■ Try it
Find and return every line of the data that contains the word "rendered".

■ Given records
↓↓↓

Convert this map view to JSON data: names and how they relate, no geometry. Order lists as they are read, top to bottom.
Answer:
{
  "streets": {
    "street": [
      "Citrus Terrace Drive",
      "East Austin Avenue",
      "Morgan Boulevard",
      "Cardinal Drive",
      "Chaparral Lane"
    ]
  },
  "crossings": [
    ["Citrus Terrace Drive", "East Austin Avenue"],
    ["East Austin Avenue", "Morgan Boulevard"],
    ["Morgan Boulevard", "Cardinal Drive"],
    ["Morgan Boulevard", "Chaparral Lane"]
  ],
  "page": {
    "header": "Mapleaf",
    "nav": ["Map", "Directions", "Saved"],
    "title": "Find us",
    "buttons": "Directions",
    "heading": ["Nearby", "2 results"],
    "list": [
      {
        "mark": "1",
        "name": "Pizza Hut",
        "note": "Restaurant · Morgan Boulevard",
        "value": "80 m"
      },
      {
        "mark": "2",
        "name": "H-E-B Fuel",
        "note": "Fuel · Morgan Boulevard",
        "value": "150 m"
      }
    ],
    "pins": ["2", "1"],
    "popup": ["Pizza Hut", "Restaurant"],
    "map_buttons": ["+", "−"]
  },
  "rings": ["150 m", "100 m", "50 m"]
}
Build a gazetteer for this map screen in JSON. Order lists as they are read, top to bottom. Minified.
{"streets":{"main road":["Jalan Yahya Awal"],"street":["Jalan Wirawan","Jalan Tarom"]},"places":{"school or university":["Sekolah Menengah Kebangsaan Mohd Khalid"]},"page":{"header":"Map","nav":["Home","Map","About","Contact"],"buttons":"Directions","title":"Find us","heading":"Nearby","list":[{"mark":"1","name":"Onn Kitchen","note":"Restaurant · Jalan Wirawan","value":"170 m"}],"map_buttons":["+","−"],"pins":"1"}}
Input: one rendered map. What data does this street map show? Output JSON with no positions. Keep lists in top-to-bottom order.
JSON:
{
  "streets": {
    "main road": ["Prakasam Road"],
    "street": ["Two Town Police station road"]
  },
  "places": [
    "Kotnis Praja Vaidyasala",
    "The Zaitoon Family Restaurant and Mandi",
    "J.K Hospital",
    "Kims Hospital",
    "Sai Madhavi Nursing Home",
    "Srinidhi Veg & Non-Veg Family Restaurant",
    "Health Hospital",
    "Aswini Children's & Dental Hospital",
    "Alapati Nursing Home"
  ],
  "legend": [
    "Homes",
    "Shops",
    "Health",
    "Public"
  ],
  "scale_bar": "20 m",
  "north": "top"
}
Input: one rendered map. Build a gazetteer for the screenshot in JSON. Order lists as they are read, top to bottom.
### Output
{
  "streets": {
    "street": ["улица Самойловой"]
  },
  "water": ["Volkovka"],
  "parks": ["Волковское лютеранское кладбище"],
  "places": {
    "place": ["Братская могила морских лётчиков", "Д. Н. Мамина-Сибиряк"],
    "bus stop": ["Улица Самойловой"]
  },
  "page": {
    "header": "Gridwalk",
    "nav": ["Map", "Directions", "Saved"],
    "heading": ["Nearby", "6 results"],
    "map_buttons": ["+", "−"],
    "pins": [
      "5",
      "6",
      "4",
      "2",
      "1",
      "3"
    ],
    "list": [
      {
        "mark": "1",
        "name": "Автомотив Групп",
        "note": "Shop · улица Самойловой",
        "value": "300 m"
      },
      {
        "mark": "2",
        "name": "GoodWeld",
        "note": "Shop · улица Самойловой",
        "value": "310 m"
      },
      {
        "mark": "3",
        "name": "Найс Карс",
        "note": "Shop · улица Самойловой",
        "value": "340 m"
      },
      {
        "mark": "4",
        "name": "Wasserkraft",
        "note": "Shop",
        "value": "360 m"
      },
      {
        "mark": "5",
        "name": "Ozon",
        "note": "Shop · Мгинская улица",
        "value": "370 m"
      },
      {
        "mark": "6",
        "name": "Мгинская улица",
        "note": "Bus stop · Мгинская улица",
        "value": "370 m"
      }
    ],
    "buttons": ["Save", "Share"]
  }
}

↑↑↑

■ Problem solution
Input: one rendered map. What data does this street map show? Output JSON with no positions. Keep lists in top-to-bottom order.
Input: one rendered map. Build a gazetteer for the screenshot in JSON. Order lists as they are read, top to bottom.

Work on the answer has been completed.